If you need my help with geo resolution, I'm a bit into the topic.

However I have one big suggestion to the above: Some sinificant percentage of use cases comes with context information about the actual location, some examples:

This said, I think to optionally scope the model for such cases, country could be made an optional context condition passed to the parser. Most of the time, address space within a country is relatively homogeneous or there are only low-ambiguity parallel schemes (that's the kind of disambiguation that people within society boundaries would naturally develop over time)...

So I'm not sure what would be the impact, but giving the model relative certainty by a pre-processor (even with probability=1) instead of a post-processor about the country scope could potentially have a huge impact on accuracy and also on intuitiveness, and you could probably sell it to Uber right away :)

EDIT: I understand that's probably somewhat similar to what you meant by "(or the raw data in the case of data sets that are already split up into fields)"

blaggacao commented 6 years ago

Actually for the moment being, my regexes do extract about 90% correctly on the grid level, without toponomy resolution and before entrance/house/apartment/office level, which I ignore, as people sometimes even write "between the two street lanterns around the corner" (exaggerating) see: https://regex101.com/r/AccasN/1

EDIT: I'm actually convinced this would perform already better than Uber search in most cases in Bogota, with some simple preprocessing...

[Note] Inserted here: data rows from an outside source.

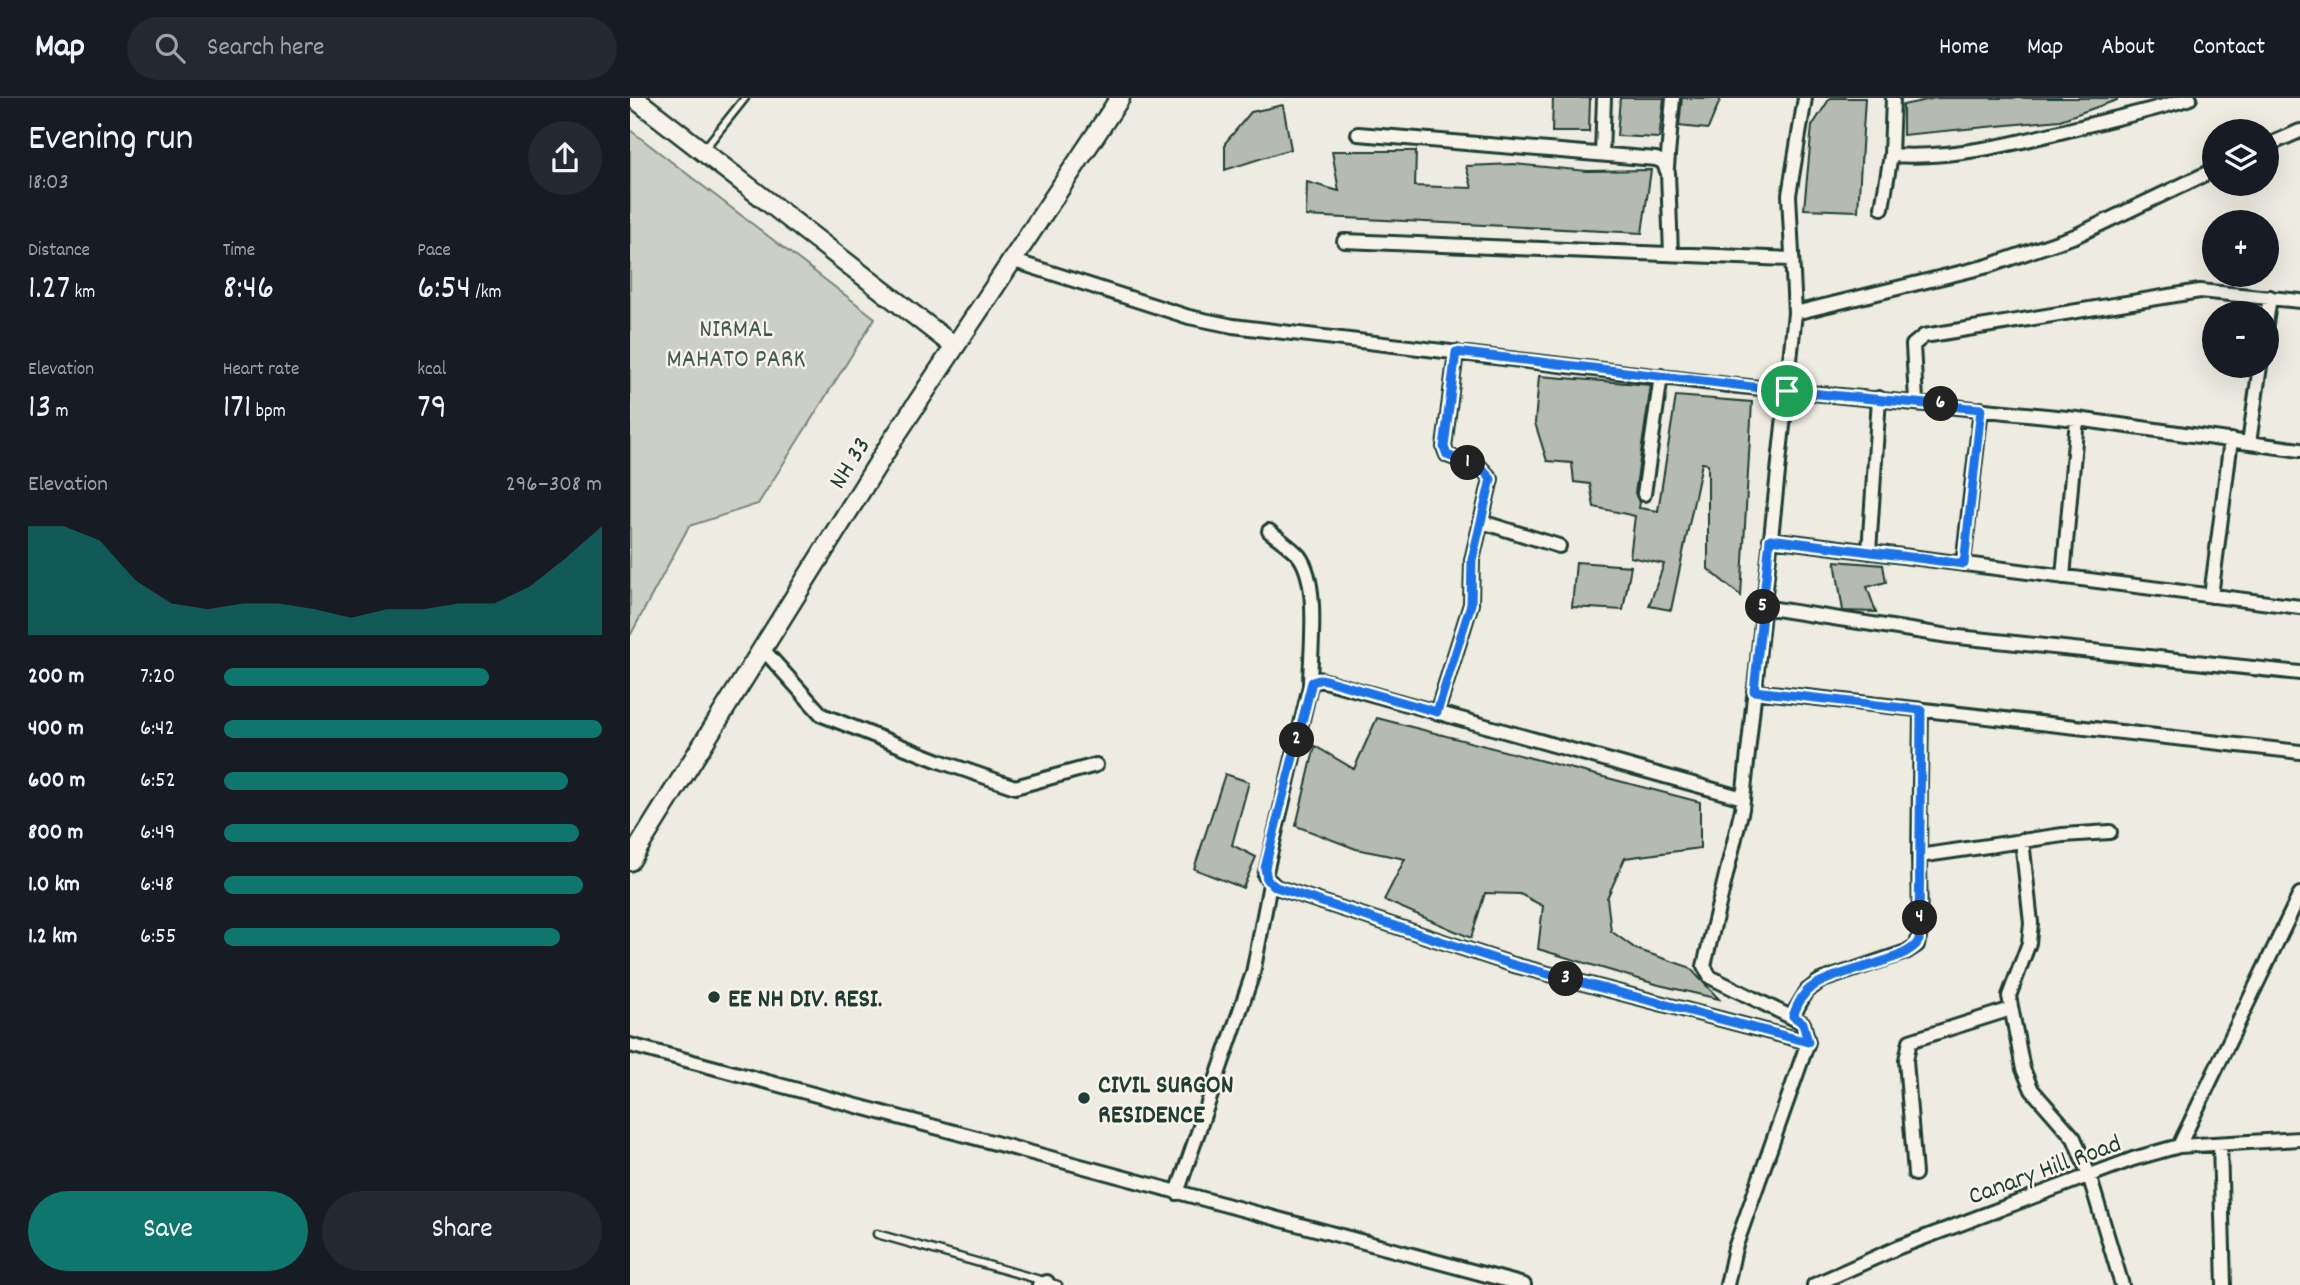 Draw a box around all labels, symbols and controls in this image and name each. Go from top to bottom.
search box [127,17,617,80]
text: Map [35,25,85,72]
icon: search [151,29,189,67]
text: Search here [207,30,325,67]
text: Home [1939,31,1989,65]
text: Map [2027,31,2063,65]
text: About [2101,31,2155,65]
text: Contact [2193,31,2265,65]
text: Evening run [28,113,193,168]
map controls [2202,119,2279,378]
button: layers [2202,119,2279,196]
button: share [528,121,602,195]
text: 18:03 [28,167,69,200]
button: + [2202,210,2279,287]
text: Distance [28,238,90,265]
text: Time [223,238,255,265]
text: Pace [417,238,451,265]
text: 1.27 [28,265,70,315]
text: 8:46 [223,265,274,315]
text: 6:54 [417,265,471,315]
text: km [70,280,95,307]
text: /km [471,280,502,307]
button: − [2202,301,2279,378]
park label: NIRMAL MAHATO PARK [667,312,805,379]
text: Elevation [28,357,94,384]
text: Heart rate [223,357,299,384]
text: kcal [417,357,446,384]
pin [1757,361,1817,421]
icon: arrive [1768,372,1806,410]
text: 13 [28,384,51,434]
text: 171 [223,384,251,434]
text: 79 [417,384,447,434]
pin: 6 [1924,386,1958,422]
text: 6 [1936,390,1945,417]
text: m [51,399,69,426]
text: bpm [251,399,286,426]
street label: NH 33 [821,431,881,497]
pin: 1 [1450,446,1486,480]
text: 1 [1465,449,1470,476]
text: Elevation [28,469,108,502]
text: 296–308 m [506,469,602,502]
pin: 5 [1746,589,1780,624]
text: 5 [1758,593,1767,620]
text: 200 m [28,661,84,694]
text: 7:20 [140,661,175,694]
text: 400 m [28,713,84,746]
text: 6:42 [140,713,175,746]
pin: 2 [1280,722,1314,758]
text: 2 [1292,726,1301,753]
text: 600 m [28,765,85,798]
text: 6:52 [140,765,176,798]
text: 800 m [28,817,83,850]
text: 6:49 [140,817,175,850]
text: 1.0 km [28,869,80,902]
text: 6:48 [140,869,174,902]
pin: 4 [1902,900,1938,936]
text: 4 [1916,904,1923,931]
text: 1.2 km [28,921,77,954]
text: 6:55 [140,921,176,954]
pin: 3 [1548,962,1584,996]
text: 3 [1561,965,1570,992]
place label: EE NH DIV. RESI. [728,982,882,1019]
marker: EE NH DIV. RESI. [706,989,722,1005]
place label: CIVIL SURGON RESIDENCE [1098,1068,1234,1135]
marker: CIVIL SURGON RESIDENCE [1076,1090,1092,1106]
street label: Canary Hill Road [1964,1126,2127,1216]
button: Save [28,1191,308,1271]
button: Share [322,1191,602,1271] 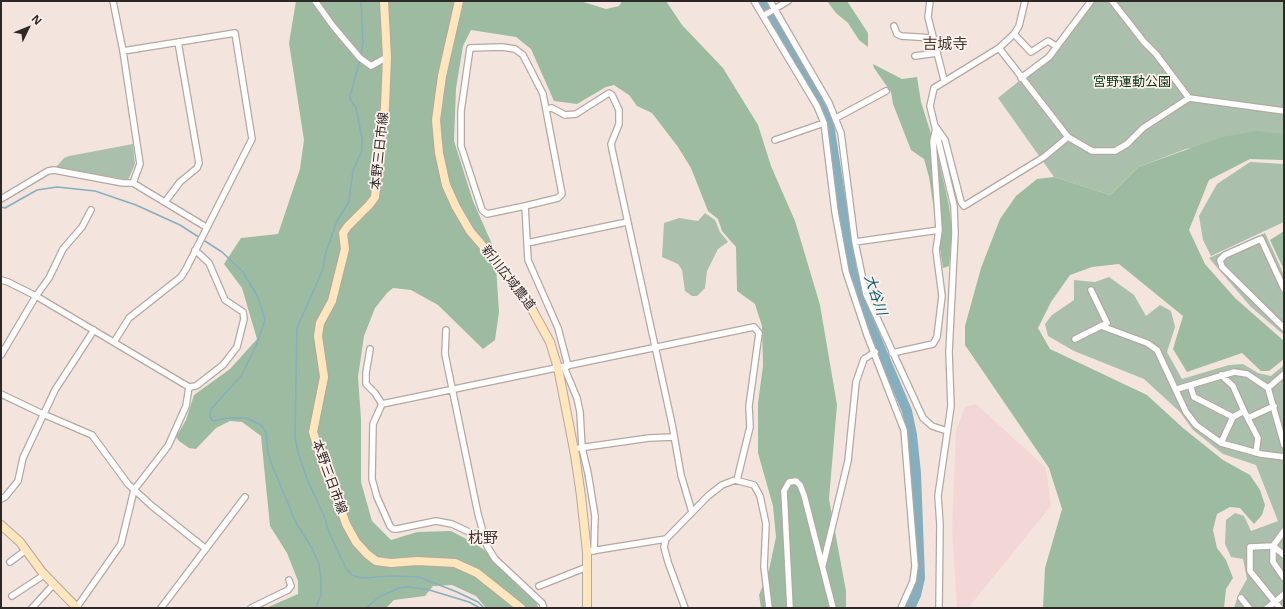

blaggacao commented 6 years ago

Geo resolution Colombia:

albarrentine commented 6 years ago

Paraphrasing from a different answer: the idea of feeding admin/country information into the parser seemed intuitive to me initially, but I found that a global model which did not consider country/language performed better overall and was significantly smaller (very important since we're at 1.8GB already). This makes some degree of sense in that we might have many training examples for one country, say México, and not as many for a nearby country, say Honduras. They're both in Central America, share the same language, etc. so it makes sense that some of what libpostal learns about address structure/words/phrases in México will transfer over to parsing in Honduras. Modeling country directly in the parser would mean we're effectively creating multiple different parameter spaces that have to be learned separately, whereas with a global model, every Spanish-speaking country can share statistical strength for the words/phrases/patterns they share in common while still learning their own idiosyncratic words, names, toponyms, etc.

I can revisit that after toponym resolution. One thing we have now with the Conditional Random Field model that we didn't when I initially studied this idea was the ability to do joint input+transition features, so what a CRF could potentially have is a feature that has scoped label transition weights per country and per language (i.e. how likely it is to transition from "house_number" to "road" given country=co, or language=es, or both). That would probably improve performance with minimal weight added since it only needs a few hundred new variables. During training it would then drop out country and language randomly so it's having to learn both with and without those inputs. Though we do know country for certain at training time, it's still better to use predicted country so the parser doesn't have to rely on information it may not have at runtime.